Assessing Spatial Resolution of Cathodo-Luminescence Imaging and Spectroscopy at the Nanoscale for Inorganic Phosphor Powders

Tuesday, October 13, 2015: 15:00
Phoenix West (Hyatt Regency)
G. R. Fern, P. G. Harris, T. Ireland (Brunel University London), and J. Silver (Brunel University London)
It is now possible to easily collect CL images (using a photomultiplier tube using total or filtered light) and emission spectra from individual nanometer sized particles using the commercially available Gatan Vulcan attachment for a transmission electron microscope (TEM).  In our case, at Brunel University London, we have fitted this to a JEOL 2100F field emission TEM. This work demonstrates the spatial resolution that has been achieved when imaging various phosphor nano materials and discusses the limitations of the technique.  It also demonstrates the uniformity of excitation/emission from various phosphors, and hence the effectiveness of the synthetic method used to manufacture the phosphor can be seen.   Conventionally, photoluminescence (PL) and cathodoluminescence (CL) spectra are collected from bulk phosphor samples and are the average of all of the particles in the sample.  This is true of most samples made either in the laboratory for research or commercial materials prepared by industrial companies.  Cathodoluminescence spectra have been collected from nanometer-sized crystals of quantum dots (spherical and rods) and various oxide and oxysulfide phosphors.  The latter phosphors have been implemented into CL applications on a vast scale whereas the quantum dot materials are not designed for CL application and therefore great care is required when imaging these materials to minimize the effect of beam damage. 

When observing mixtures of phosphors (Gd2O2S:Tb3+ and Y2O3:Eu3+) it is apparent that when the electron beam is positioned onto one of these two materials and the spectrum observed, then the other phosphor emission spectrum can be observed if the particles are nearby.  However when observing quantum dot materials the spatial resolution is only limited by the particle size.  A tentative explanation for this effect is given.

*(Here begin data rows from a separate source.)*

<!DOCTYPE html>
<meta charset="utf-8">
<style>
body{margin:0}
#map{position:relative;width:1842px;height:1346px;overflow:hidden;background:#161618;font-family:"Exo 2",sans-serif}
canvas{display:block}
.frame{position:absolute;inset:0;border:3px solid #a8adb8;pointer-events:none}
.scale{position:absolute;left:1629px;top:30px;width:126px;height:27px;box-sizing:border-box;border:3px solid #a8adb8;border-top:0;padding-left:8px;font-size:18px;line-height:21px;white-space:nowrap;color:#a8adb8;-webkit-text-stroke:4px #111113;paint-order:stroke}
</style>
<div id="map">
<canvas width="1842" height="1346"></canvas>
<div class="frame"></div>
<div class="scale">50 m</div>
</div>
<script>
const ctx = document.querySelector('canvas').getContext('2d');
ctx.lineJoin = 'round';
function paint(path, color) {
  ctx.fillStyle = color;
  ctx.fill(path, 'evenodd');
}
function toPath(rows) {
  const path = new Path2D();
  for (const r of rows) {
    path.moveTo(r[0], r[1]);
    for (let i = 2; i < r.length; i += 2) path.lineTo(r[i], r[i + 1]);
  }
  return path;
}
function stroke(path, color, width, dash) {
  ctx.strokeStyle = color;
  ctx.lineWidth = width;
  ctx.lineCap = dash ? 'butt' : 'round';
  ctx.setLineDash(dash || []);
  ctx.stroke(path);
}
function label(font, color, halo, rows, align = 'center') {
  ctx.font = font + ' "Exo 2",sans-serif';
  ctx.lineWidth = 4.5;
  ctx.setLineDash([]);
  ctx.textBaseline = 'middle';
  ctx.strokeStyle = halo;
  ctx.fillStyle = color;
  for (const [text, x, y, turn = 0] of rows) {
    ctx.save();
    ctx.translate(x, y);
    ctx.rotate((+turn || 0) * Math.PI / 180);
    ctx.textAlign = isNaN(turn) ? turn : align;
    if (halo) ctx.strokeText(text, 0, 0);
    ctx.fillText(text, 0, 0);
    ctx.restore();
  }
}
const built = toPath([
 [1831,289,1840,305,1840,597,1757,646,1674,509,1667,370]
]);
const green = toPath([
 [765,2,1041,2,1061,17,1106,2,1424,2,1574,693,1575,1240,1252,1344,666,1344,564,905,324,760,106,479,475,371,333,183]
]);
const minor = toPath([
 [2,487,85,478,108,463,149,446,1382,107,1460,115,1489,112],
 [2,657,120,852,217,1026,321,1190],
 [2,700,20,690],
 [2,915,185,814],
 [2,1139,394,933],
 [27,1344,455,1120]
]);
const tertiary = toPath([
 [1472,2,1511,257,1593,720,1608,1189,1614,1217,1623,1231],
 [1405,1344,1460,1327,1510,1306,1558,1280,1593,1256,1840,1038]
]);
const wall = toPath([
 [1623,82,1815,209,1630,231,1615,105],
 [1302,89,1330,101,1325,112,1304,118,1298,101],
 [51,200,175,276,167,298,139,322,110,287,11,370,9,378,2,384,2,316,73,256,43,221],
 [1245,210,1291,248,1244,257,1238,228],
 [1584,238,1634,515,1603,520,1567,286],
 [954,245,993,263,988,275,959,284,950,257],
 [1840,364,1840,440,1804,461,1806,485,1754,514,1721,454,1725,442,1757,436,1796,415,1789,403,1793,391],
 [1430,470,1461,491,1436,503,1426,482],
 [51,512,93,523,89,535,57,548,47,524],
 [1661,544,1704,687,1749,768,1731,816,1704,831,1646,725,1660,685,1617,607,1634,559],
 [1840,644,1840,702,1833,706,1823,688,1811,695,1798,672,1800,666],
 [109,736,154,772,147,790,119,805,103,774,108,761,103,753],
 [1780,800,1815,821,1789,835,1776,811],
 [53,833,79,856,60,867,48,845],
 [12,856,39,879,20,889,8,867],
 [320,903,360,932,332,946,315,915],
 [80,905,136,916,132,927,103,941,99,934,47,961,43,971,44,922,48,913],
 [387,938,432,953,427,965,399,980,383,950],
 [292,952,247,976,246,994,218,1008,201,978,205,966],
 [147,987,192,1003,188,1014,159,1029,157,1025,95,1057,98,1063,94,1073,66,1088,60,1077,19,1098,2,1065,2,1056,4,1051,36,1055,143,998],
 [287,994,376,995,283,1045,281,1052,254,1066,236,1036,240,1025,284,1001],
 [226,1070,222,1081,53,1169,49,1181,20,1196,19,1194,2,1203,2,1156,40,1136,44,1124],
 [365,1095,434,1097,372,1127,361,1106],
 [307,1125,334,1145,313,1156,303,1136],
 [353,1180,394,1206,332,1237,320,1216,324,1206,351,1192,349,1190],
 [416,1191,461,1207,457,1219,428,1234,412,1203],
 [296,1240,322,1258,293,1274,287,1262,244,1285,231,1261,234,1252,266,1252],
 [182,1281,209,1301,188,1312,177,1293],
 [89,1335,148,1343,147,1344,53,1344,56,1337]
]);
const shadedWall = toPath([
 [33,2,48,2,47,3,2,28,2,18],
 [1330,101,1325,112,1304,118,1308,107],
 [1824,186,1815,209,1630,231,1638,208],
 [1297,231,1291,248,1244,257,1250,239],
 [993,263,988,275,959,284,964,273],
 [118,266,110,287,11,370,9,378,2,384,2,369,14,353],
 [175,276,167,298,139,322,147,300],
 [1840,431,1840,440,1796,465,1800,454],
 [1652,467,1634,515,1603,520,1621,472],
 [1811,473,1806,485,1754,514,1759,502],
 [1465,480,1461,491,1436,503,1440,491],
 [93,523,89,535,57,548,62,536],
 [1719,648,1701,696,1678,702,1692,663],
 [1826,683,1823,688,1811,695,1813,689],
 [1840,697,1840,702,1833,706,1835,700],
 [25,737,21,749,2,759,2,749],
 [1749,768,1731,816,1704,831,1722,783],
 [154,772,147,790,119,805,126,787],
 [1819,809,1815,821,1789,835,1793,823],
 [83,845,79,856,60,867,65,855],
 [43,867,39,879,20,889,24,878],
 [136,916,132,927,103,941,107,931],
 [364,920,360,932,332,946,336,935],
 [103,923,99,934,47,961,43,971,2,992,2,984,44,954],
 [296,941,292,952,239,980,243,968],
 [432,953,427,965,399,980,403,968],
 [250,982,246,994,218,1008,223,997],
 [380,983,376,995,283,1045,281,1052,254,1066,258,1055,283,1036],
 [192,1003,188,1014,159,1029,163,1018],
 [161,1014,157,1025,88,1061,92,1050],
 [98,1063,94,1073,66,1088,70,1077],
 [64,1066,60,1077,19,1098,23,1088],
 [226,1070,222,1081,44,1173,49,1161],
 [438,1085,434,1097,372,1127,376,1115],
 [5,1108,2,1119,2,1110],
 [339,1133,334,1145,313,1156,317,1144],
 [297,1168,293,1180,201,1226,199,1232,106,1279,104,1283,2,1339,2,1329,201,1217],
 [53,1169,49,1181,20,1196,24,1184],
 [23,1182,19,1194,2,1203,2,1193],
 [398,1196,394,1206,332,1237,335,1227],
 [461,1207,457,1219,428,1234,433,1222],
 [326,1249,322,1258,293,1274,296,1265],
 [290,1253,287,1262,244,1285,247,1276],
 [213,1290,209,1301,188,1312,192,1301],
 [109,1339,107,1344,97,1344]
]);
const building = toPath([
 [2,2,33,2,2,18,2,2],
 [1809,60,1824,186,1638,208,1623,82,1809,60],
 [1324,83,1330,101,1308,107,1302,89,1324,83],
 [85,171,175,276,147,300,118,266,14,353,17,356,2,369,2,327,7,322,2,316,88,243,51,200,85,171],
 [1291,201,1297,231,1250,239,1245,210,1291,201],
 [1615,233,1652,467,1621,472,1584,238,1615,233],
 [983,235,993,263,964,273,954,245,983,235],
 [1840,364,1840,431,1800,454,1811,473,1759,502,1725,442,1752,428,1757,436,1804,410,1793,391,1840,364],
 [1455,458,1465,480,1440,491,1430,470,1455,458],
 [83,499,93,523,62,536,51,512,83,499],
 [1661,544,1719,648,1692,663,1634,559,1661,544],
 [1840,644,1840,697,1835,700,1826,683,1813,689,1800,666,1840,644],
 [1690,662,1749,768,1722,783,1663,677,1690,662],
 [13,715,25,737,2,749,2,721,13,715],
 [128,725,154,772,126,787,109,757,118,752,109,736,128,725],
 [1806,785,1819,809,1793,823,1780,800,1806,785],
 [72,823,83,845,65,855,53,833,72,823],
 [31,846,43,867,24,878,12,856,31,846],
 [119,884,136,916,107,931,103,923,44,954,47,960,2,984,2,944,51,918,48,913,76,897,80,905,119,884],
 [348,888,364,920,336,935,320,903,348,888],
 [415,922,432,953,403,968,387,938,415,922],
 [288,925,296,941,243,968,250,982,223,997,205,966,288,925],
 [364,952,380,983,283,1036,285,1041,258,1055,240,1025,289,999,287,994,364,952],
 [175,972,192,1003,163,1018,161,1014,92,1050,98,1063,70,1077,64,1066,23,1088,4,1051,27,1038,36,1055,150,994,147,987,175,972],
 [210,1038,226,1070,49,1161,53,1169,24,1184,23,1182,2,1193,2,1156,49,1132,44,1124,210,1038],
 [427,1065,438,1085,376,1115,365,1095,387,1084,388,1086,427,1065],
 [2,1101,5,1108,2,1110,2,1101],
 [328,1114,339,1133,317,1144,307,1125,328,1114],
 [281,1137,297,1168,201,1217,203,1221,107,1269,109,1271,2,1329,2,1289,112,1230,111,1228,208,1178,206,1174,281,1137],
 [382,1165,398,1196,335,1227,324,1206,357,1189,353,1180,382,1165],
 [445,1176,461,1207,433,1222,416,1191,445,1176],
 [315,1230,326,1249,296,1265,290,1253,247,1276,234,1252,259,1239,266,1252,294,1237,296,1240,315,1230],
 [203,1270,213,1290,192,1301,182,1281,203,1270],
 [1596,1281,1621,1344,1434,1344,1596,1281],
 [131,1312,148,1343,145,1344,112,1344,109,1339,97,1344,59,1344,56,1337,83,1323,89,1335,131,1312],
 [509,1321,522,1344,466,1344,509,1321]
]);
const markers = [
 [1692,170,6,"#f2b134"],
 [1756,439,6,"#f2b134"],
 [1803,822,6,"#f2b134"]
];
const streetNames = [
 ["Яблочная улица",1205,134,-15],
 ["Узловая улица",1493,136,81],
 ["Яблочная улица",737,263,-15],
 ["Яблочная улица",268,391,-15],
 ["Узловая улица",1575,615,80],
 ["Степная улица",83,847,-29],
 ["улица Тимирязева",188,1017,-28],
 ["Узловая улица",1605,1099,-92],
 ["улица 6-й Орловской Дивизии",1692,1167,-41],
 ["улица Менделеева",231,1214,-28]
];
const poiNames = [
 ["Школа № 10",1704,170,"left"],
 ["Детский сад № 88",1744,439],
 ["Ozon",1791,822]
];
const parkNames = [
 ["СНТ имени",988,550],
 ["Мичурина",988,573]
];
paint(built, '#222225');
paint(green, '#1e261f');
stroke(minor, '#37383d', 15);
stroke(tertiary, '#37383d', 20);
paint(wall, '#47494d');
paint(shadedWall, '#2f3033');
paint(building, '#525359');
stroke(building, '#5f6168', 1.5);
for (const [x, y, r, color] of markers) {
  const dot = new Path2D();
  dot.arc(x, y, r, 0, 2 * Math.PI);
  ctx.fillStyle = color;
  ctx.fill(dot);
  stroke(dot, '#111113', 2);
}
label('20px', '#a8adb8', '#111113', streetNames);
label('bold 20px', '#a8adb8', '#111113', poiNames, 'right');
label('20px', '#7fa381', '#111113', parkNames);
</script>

In this work we compare the spectra of nanometer sized phosphor crystals/particles in order to understand any variation in the emission spectra between the phosphor grains and to understand the effect of temperature on their luminescent properties.

Our results will be presented that could only have been found by using CL spectra obtained directly from single nanoparticles.  In conclusion:

1)  The effect of different TEM machine parameters will be discussed

2)  The CL spatial resolution will be demonstrated

Figure 1. Left) HAADF STEM of nanometre-sized single crystals of Y2O3Eu3+ and Gd2O2S:Tb3+; The green line spectrum image shows where 10 emission spectra were recorded at equally spaced intervals.  Right) Extracted spectra taken from opposite ends on the line scan show the characteristic CL emission spectrum for both the Eu3+ and Tb3+ are observed in both spectra.